START SOURCE MATERIAL

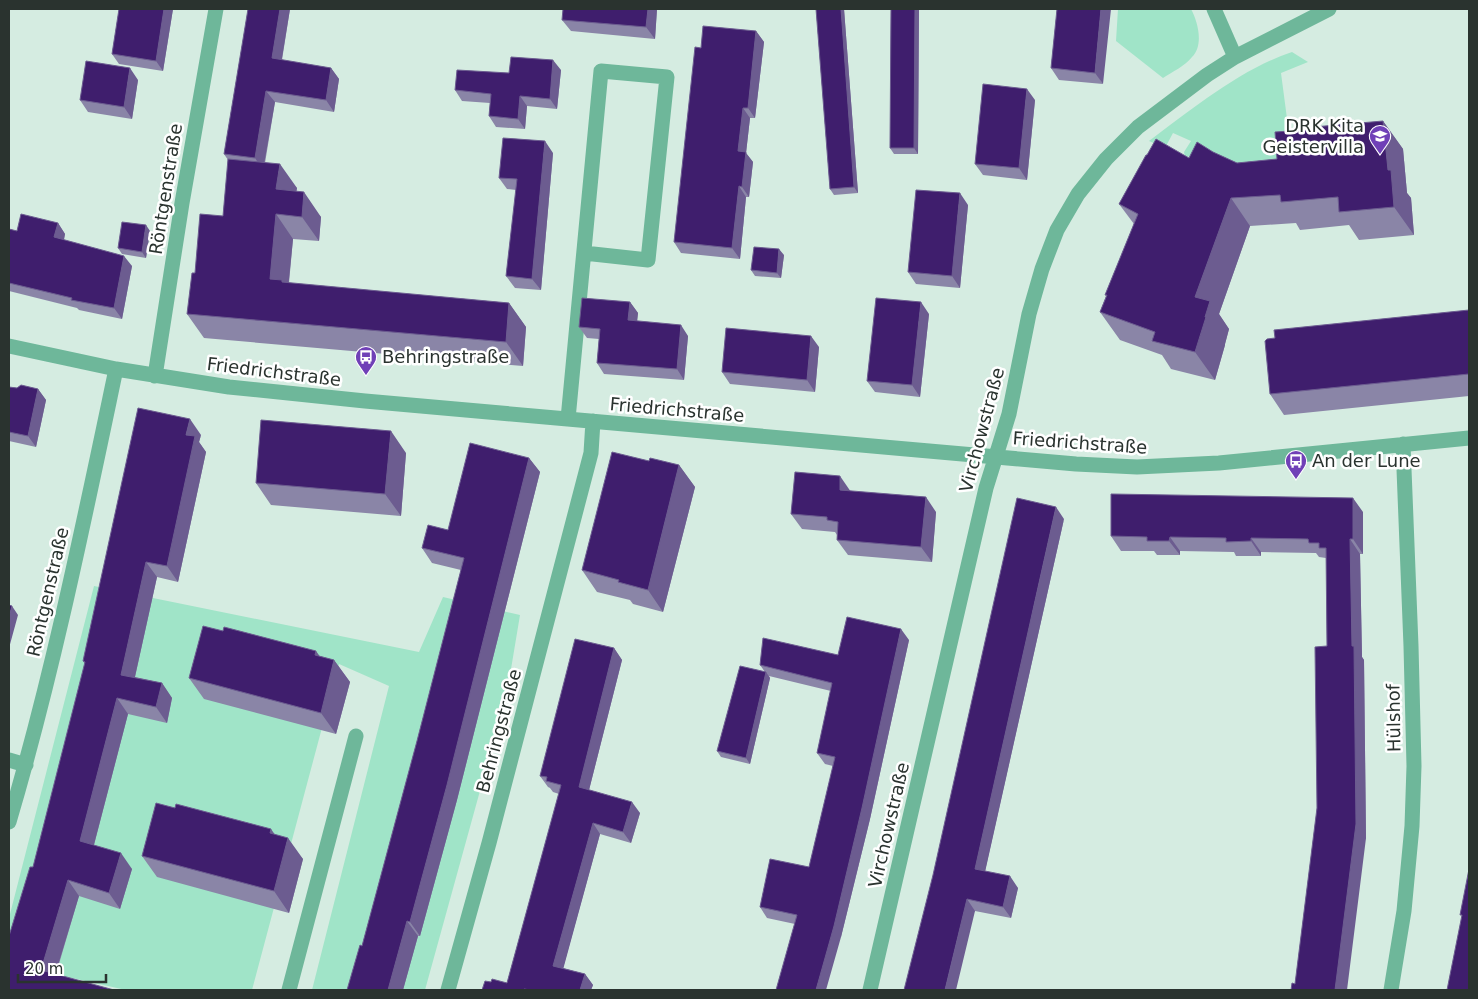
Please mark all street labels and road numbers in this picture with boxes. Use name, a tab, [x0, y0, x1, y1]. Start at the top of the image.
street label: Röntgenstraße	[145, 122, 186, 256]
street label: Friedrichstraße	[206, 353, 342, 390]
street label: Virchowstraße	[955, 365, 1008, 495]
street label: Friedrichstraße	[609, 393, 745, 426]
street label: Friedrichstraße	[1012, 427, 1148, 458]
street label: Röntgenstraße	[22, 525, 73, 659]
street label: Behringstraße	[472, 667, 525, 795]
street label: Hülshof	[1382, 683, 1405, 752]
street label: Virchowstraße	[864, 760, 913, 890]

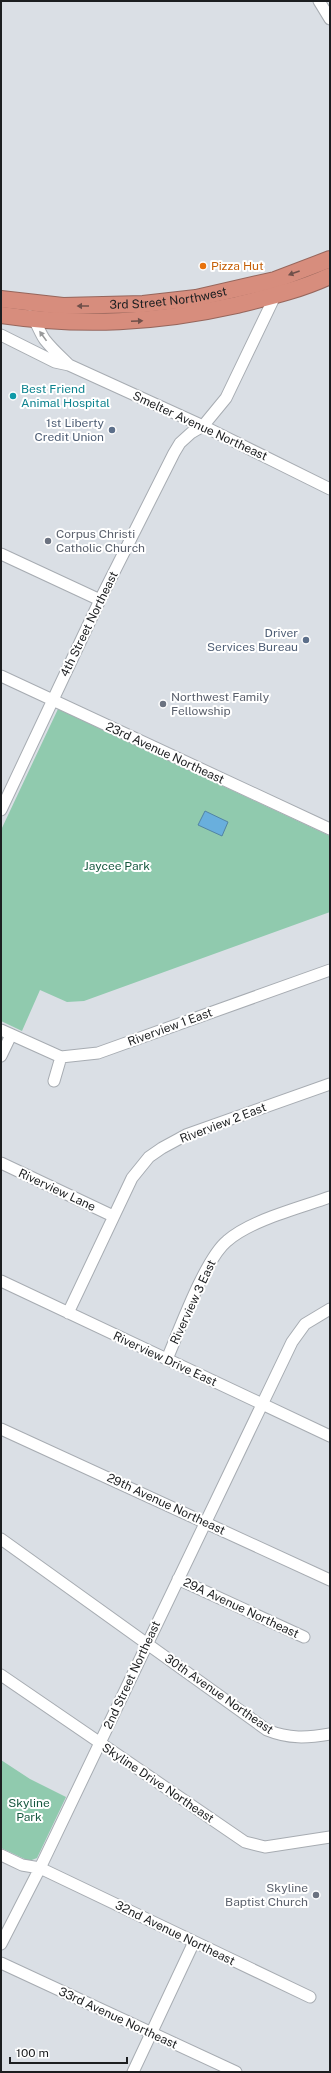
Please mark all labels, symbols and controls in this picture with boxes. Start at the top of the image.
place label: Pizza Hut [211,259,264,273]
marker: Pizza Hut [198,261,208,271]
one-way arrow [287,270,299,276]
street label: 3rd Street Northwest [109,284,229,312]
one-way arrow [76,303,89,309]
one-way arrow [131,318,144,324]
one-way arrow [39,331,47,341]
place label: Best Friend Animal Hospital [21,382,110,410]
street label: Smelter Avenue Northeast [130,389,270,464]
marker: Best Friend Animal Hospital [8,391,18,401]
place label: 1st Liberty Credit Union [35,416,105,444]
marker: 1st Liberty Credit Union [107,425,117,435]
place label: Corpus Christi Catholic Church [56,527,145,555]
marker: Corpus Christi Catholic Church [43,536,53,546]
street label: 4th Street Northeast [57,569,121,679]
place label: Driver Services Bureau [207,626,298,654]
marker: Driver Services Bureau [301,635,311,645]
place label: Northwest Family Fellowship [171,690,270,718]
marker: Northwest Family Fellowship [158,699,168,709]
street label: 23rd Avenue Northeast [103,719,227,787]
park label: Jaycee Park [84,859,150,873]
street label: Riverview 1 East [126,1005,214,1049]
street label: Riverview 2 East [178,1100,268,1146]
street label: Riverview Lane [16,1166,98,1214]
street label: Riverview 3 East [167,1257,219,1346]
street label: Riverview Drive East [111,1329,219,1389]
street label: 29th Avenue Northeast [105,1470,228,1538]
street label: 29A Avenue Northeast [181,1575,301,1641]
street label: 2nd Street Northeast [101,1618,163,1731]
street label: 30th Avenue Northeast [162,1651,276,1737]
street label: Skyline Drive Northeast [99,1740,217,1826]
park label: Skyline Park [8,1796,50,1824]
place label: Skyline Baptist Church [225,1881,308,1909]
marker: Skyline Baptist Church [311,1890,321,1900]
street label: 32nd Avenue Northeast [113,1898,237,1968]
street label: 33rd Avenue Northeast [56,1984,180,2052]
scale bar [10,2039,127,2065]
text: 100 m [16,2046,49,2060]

END SOURCE MATERIAL

TASK BRIEF: Every entry above should be given again exactly, with no images included.

RESULT OF THIS EXERCISE:
Please mark all street labels and road numbers in this picture with boxes. Use name, a tab, [x0, y0, x1, y1]. Start at the top of the image.
street label: Röntgenstraße	[145, 122, 186, 256]
street label: Friedrichstraße	[206, 353, 342, 390]
street label: Virchowstraße	[955, 365, 1008, 495]
street label: Friedrichstraße	[609, 393, 745, 426]
street label: Friedrichstraße	[1012, 427, 1148, 458]
street label: Röntgenstraße	[22, 525, 73, 659]
street label: Behringstraße	[472, 667, 525, 795]
street label: Hülshof	[1382, 683, 1405, 752]
street label: Virchowstraße	[864, 760, 913, 890]

Please mark all labels, symbols and controls in this picture with boxes. Start at the top of the image.
place label: Pizza Hut [211,259,264,273]
marker: Pizza Hut [198,261,208,271]
one-way arrow [287,270,299,276]
street label: 3rd Street Northwest [109,284,229,312]
one-way arrow [76,303,89,309]
one-way arrow [131,318,144,324]
one-way arrow [39,331,47,341]
place label: Best Friend Animal Hospital [21,382,110,410]
street label: Smelter Avenue Northeast [130,389,270,464]
marker: Best Friend Animal Hospital [8,391,18,401]
place label: 1st Liberty Credit Union [35,416,105,444]
marker: 1st Liberty Credit Union [107,425,117,435]
place label: Corpus Christi Catholic Church [56,527,145,555]
marker: Corpus Christi Catholic Church [43,536,53,546]
street label: 4th Street Northeast [57,569,121,679]
place label: Driver Services Bureau [207,626,298,654]
marker: Driver Services Bureau [301,635,311,645]
place label: Northwest Family Fellowship [171,690,270,718]
marker: Northwest Family Fellowship [158,699,168,709]
street label: 23rd Avenue Northeast [103,719,227,787]
park label: Jaycee Park [84,859,150,873]
street label: Riverview 1 East [126,1005,214,1049]
street label: Riverview 2 East [178,1100,268,1146]
street label: Riverview Lane [16,1166,98,1214]
street label: Riverview 3 East [167,1257,219,1346]
street label: Riverview Drive East [111,1329,219,1389]
street label: 29th Avenue Northeast [105,1470,228,1538]
street label: 29A Avenue Northeast [181,1575,301,1641]
street label: 2nd Street Northeast [101,1618,163,1731]
street label: 30th Avenue Northeast [162,1651,276,1737]
street label: Skyline Drive Northeast [99,1740,217,1826]
park label: Skyline Park [8,1796,50,1824]
place label: Skyline Baptist Church [225,1881,308,1909]
marker: Skyline Baptist Church [311,1890,321,1900]
street label: 32nd Avenue Northeast [113,1898,237,1968]
street label: 33rd Avenue Northeast [56,1984,180,2052]
scale bar [10,2039,127,2065]
text: 100 m [16,2046,49,2060]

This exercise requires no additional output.